*** The records Section Begins ***
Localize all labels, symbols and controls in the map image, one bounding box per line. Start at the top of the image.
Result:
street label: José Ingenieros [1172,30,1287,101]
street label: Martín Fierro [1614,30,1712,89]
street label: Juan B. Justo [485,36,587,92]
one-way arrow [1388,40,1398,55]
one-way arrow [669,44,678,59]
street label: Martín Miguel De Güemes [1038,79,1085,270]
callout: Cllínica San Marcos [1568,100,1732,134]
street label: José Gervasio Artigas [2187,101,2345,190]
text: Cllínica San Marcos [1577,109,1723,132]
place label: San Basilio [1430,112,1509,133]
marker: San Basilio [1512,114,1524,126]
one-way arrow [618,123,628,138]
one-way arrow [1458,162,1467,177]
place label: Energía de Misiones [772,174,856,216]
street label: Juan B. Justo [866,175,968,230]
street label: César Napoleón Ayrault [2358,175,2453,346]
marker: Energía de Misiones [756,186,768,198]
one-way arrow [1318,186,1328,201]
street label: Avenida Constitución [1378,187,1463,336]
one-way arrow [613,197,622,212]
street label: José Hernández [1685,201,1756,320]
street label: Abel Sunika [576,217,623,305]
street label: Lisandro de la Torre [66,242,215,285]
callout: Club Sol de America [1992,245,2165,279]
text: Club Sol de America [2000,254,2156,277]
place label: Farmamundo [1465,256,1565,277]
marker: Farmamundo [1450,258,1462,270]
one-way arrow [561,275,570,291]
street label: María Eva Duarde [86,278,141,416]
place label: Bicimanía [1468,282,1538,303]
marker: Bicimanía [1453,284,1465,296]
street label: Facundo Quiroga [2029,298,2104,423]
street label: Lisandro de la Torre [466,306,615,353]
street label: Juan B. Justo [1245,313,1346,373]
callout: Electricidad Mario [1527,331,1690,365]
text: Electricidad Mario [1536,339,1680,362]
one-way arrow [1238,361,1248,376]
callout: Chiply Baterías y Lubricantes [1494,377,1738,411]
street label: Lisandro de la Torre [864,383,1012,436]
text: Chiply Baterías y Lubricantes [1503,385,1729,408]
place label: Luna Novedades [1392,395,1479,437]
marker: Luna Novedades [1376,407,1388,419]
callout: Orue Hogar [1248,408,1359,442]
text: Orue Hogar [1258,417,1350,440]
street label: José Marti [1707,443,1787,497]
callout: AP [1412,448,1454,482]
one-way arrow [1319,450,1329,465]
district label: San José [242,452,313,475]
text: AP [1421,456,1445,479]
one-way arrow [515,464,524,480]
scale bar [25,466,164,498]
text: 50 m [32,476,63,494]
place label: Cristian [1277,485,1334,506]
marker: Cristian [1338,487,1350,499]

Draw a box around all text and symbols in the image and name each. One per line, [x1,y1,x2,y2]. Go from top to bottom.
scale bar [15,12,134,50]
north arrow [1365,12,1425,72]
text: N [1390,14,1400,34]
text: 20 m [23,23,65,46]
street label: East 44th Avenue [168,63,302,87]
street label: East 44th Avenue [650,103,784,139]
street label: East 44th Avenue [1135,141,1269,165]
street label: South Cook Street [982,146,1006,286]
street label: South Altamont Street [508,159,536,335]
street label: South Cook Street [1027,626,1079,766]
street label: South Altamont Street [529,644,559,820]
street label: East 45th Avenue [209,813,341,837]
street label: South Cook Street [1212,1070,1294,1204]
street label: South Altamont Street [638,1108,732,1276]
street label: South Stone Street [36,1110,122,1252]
*** The records Section Ends ***
_About this exercise_: The answer must be a word-for-word restatement of the records.

_Solution to this task_:
Localize all labels, symbols and controls in the map image, one bounding box per line. Start at the top of the image.
Result:
street label: José Ingenieros [1172,30,1287,101]
street label: Martín Fierro [1614,30,1712,89]
street label: Juan B. Justo [485,36,587,92]
one-way arrow [1388,40,1398,55]
one-way arrow [669,44,678,59]
street label: Martín Miguel De Güemes [1038,79,1085,270]
callout: Cllínica San Marcos [1568,100,1732,134]
street label: José Gervasio Artigas [2187,101,2345,190]
text: Cllínica San Marcos [1577,109,1723,132]
place label: San Basilio [1430,112,1509,133]
marker: San Basilio [1512,114,1524,126]
one-way arrow [618,123,628,138]
one-way arrow [1458,162,1467,177]
place label: Energía de Misiones [772,174,856,216]
street label: Juan B. Justo [866,175,968,230]
street label: César Napoleón Ayrault [2358,175,2453,346]
marker: Energía de Misiones [756,186,768,198]
one-way arrow [1318,186,1328,201]
street label: Avenida Constitución [1378,187,1463,336]
one-way arrow [613,197,622,212]
street label: José Hernández [1685,201,1756,320]
street label: Abel Sunika [576,217,623,305]
street label: Lisandro de la Torre [66,242,215,285]
callout: Club Sol de America [1992,245,2165,279]
text: Club Sol de America [2000,254,2156,277]
place label: Farmamundo [1465,256,1565,277]
marker: Farmamundo [1450,258,1462,270]
one-way arrow [561,275,570,291]
street label: María Eva Duarde [86,278,141,416]
place label: Bicimanía [1468,282,1538,303]
marker: Bicimanía [1453,284,1465,296]
street label: Facundo Quiroga [2029,298,2104,423]
street label: Lisandro de la Torre [466,306,615,353]
street label: Juan B. Justo [1245,313,1346,373]
callout: Electricidad Mario [1527,331,1690,365]
text: Electricidad Mario [1536,339,1680,362]
one-way arrow [1238,361,1248,376]
callout: Chiply Baterías y Lubricantes [1494,377,1738,411]
street label: Lisandro de la Torre [864,383,1012,436]
text: Chiply Baterías y Lubricantes [1503,385,1729,408]
place label: Luna Novedades [1392,395,1479,437]
marker: Luna Novedades [1376,407,1388,419]
callout: Orue Hogar [1248,408,1359,442]
text: Orue Hogar [1258,417,1350,440]
street label: José Marti [1707,443,1787,497]
callout: AP [1412,448,1454,482]
one-way arrow [1319,450,1329,465]
district label: San José [242,452,313,475]
text: AP [1421,456,1445,479]
one-way arrow [515,464,524,480]
scale bar [25,466,164,498]
text: 50 m [32,476,63,494]
place label: Cristian [1277,485,1334,506]
marker: Cristian [1338,487,1350,499]

Draw a box around all text and symbols in the image and name each. One per line, [x1,y1,x2,y2]. Go from top to bottom.
scale bar [15,12,134,50]
north arrow [1365,12,1425,72]
text: N [1390,14,1400,34]
text: 20 m [23,23,65,46]
street label: East 44th Avenue [168,63,302,87]
street label: East 44th Avenue [650,103,784,139]
street label: East 44th Avenue [1135,141,1269,165]
street label: South Cook Street [982,146,1006,286]
street label: South Altamont Street [508,159,536,335]
street label: South Cook Street [1027,626,1079,766]
street label: South Altamont Street [529,644,559,820]
street label: East 45th Avenue [209,813,341,837]
street label: South Cook Street [1212,1070,1294,1204]
street label: South Altamont Street [638,1108,732,1276]
street label: South Stone Street [36,1110,122,1252]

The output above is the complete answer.